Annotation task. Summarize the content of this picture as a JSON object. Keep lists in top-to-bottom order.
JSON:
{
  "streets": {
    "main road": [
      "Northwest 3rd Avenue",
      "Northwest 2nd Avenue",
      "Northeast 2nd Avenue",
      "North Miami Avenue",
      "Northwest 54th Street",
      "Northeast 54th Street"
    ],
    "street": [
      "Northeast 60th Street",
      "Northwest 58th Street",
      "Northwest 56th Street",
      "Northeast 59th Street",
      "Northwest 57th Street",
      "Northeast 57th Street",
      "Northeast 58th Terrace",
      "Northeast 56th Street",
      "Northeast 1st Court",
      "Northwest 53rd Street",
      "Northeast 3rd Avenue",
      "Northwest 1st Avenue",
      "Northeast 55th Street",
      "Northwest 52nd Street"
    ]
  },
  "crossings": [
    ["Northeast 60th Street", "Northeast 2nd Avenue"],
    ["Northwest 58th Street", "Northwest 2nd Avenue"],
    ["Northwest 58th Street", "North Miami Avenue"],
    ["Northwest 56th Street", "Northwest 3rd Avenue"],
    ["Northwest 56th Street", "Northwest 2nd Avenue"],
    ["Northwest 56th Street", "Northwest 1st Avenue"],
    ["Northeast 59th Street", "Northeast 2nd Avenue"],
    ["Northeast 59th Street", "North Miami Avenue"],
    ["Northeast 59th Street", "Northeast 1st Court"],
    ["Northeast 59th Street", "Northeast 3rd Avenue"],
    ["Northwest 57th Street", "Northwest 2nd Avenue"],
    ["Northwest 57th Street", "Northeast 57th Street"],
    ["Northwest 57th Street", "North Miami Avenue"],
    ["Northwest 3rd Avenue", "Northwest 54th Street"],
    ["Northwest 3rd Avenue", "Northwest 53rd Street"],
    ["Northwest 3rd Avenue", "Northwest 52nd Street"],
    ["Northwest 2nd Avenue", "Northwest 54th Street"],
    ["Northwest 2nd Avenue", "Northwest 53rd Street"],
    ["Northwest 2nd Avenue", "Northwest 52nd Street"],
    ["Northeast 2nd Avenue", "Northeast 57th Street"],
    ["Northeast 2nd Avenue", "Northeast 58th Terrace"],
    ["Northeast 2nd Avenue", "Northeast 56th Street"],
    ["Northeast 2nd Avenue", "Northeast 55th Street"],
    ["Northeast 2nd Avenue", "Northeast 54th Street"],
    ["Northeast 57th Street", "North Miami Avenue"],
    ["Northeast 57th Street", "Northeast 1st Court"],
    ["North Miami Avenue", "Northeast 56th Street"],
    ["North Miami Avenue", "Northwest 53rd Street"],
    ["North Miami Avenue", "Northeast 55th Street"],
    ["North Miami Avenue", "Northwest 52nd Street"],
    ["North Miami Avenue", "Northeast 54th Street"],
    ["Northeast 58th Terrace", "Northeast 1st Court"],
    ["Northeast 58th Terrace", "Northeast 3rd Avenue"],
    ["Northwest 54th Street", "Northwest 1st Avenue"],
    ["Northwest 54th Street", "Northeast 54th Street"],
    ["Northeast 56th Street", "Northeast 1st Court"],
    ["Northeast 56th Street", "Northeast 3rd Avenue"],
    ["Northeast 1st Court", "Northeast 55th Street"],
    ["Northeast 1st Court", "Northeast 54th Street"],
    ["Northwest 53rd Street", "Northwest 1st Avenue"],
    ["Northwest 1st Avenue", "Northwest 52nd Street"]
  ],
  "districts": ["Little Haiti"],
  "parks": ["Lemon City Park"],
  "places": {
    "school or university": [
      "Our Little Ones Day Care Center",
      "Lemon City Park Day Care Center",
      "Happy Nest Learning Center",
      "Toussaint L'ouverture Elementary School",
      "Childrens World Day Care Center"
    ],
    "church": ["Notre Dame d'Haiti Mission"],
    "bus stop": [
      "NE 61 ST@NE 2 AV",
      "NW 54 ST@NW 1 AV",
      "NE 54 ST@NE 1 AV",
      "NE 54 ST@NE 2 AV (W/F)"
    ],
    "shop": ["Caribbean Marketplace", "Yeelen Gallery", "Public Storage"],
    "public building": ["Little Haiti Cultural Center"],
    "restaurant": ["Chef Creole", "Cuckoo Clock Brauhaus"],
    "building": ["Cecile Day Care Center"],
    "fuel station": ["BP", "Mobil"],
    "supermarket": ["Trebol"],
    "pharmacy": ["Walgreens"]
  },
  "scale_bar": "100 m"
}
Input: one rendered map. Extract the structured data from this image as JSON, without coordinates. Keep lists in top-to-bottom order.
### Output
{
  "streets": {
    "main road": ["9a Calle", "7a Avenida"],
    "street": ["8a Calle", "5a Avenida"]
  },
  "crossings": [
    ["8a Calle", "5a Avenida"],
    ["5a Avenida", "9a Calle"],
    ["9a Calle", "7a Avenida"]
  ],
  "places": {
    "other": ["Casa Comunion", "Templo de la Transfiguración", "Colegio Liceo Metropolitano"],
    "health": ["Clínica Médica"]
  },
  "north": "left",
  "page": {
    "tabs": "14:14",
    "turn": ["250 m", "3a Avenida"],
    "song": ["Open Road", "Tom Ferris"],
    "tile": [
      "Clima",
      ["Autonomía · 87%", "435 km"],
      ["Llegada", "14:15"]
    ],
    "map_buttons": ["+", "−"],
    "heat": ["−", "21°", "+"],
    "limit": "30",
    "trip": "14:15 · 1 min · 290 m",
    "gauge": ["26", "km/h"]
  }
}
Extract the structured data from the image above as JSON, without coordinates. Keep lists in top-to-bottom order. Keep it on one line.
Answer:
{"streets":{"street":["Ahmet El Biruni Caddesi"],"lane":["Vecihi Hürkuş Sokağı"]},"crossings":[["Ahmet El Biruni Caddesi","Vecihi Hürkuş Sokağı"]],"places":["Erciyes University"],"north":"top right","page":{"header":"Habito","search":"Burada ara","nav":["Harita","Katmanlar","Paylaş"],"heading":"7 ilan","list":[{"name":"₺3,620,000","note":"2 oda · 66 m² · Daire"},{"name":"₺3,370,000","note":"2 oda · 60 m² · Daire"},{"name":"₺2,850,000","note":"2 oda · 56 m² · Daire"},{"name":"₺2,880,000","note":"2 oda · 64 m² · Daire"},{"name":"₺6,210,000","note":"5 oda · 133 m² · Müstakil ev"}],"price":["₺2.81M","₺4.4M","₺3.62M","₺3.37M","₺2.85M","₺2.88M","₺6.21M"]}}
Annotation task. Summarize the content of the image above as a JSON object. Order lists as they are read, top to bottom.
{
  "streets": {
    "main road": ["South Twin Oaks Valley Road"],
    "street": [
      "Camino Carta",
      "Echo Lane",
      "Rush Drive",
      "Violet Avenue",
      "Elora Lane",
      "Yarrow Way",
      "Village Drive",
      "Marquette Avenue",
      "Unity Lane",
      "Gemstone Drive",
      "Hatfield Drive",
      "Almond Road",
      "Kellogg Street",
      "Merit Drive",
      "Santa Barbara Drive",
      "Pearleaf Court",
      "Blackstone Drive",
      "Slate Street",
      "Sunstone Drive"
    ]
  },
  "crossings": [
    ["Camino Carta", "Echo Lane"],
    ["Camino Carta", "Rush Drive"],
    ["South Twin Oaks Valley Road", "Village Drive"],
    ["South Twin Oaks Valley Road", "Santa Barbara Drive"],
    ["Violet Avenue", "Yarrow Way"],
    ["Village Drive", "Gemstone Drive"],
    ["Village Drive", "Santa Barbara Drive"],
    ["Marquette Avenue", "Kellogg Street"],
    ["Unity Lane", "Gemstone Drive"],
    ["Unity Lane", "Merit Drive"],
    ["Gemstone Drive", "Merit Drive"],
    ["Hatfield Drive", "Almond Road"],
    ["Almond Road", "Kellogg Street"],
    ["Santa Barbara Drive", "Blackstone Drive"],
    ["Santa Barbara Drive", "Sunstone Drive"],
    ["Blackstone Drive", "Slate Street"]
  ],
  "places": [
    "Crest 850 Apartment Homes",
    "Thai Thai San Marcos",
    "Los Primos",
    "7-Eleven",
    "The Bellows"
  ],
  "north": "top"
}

_Task to complete:_
For the material above, how many lines contain the word "bottom"? Only the number should be given.

_Worked solution:_
4